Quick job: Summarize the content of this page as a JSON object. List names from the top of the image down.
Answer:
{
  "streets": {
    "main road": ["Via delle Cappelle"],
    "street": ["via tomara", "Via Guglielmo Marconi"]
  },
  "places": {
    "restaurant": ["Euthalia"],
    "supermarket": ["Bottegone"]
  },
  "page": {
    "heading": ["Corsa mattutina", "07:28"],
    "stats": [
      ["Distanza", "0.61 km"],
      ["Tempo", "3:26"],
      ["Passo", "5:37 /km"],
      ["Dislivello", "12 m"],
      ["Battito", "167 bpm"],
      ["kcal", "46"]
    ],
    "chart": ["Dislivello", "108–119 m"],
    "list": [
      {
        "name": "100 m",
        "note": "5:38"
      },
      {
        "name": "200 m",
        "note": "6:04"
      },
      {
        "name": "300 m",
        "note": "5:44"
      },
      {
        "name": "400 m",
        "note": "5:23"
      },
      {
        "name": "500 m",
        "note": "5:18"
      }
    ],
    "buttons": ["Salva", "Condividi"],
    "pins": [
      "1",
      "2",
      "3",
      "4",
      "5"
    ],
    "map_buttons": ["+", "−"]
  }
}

--

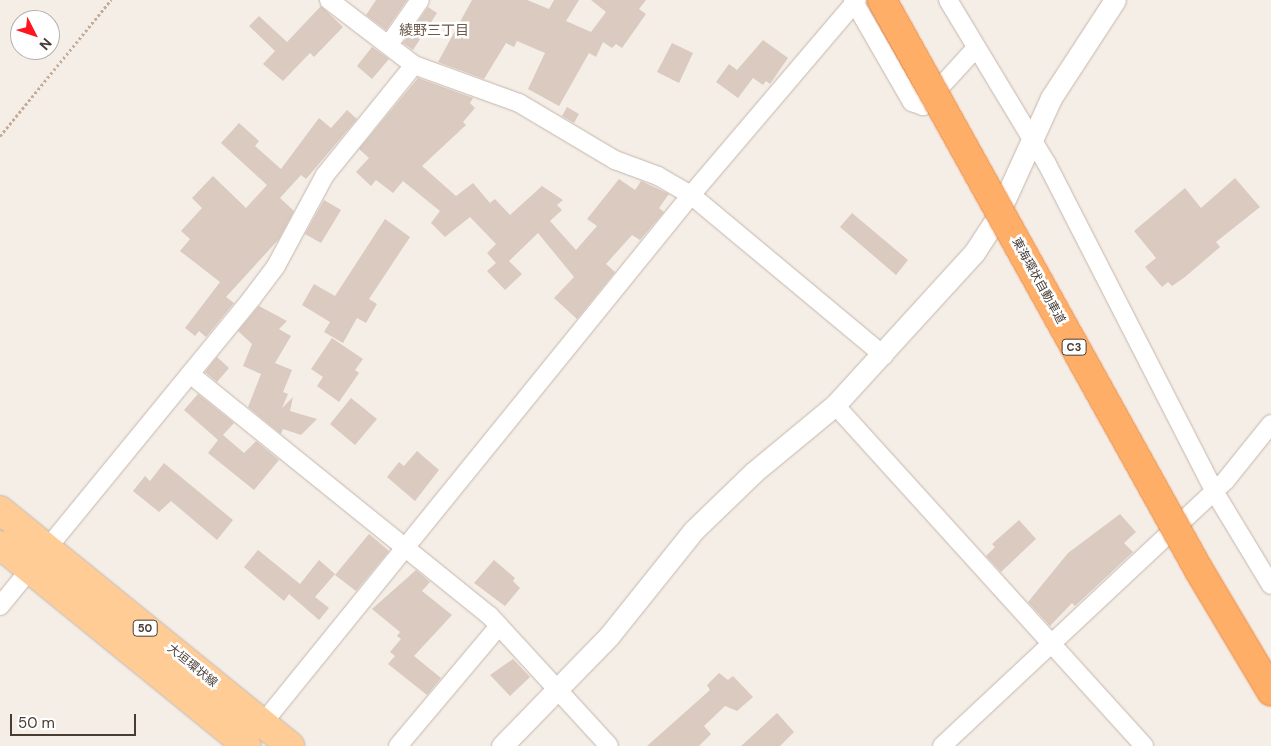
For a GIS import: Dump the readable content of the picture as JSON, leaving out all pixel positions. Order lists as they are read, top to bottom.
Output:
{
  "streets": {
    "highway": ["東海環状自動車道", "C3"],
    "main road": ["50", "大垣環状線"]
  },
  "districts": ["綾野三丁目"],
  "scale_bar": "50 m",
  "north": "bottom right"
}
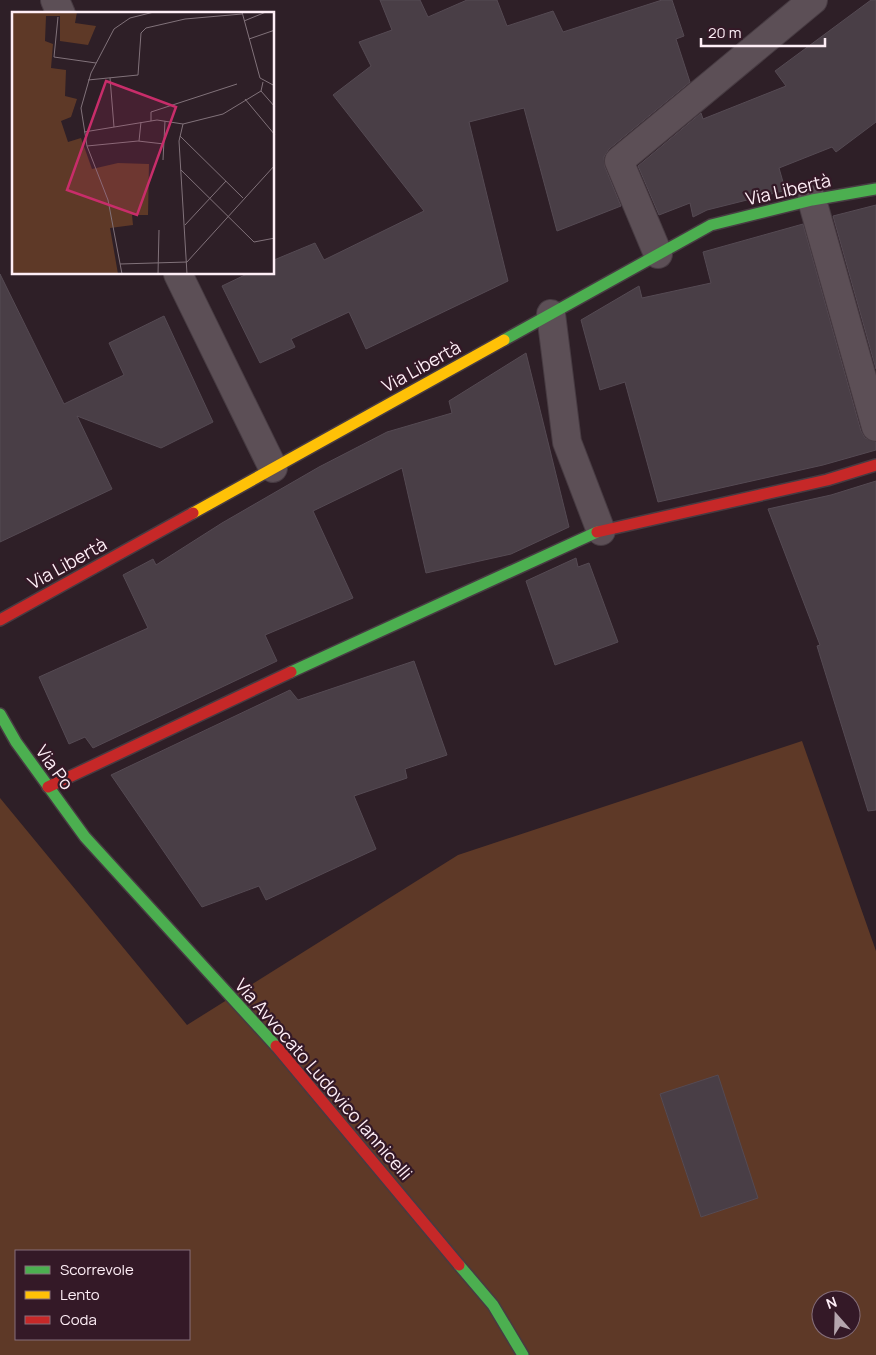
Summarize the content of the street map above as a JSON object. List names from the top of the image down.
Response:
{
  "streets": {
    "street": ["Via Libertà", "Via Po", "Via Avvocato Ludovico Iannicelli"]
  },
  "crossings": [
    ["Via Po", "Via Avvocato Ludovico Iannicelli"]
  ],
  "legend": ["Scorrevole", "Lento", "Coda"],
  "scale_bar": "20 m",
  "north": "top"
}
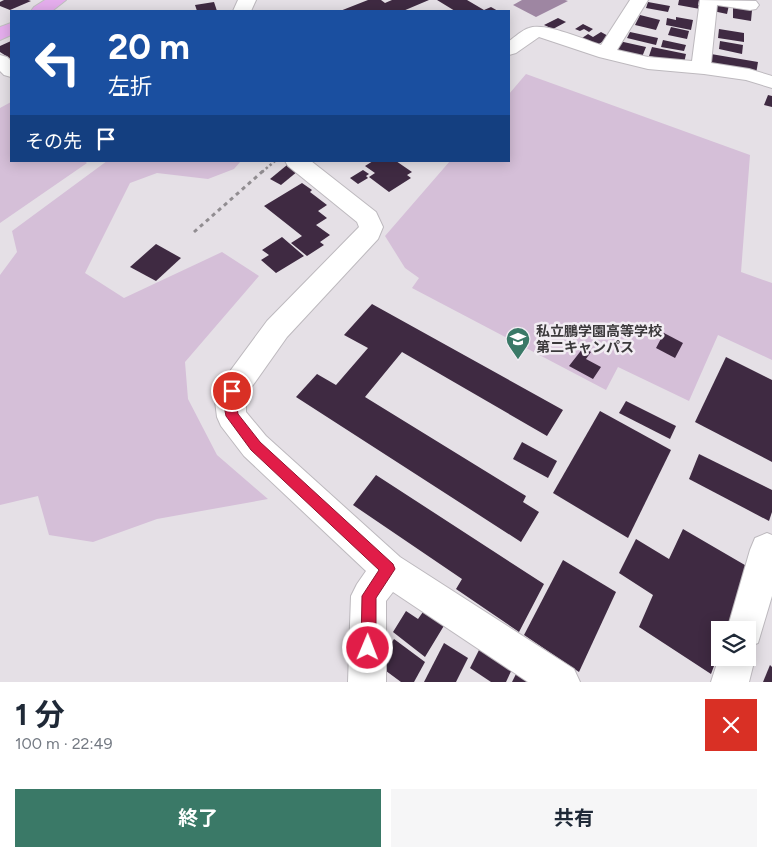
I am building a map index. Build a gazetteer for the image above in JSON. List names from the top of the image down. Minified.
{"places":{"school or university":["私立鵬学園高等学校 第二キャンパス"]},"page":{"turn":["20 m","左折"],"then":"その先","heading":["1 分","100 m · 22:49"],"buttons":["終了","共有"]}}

• PROBLEM TO SOLVE: Please show all lines from the entries that contain the word "object".

• PROBLEM SOLUTION:
Quick job: Summarize the content of this page as a JSON object. List names from the top of the image down.
Summarize the content of the street map above as a JSON object. List names from the top of the image down.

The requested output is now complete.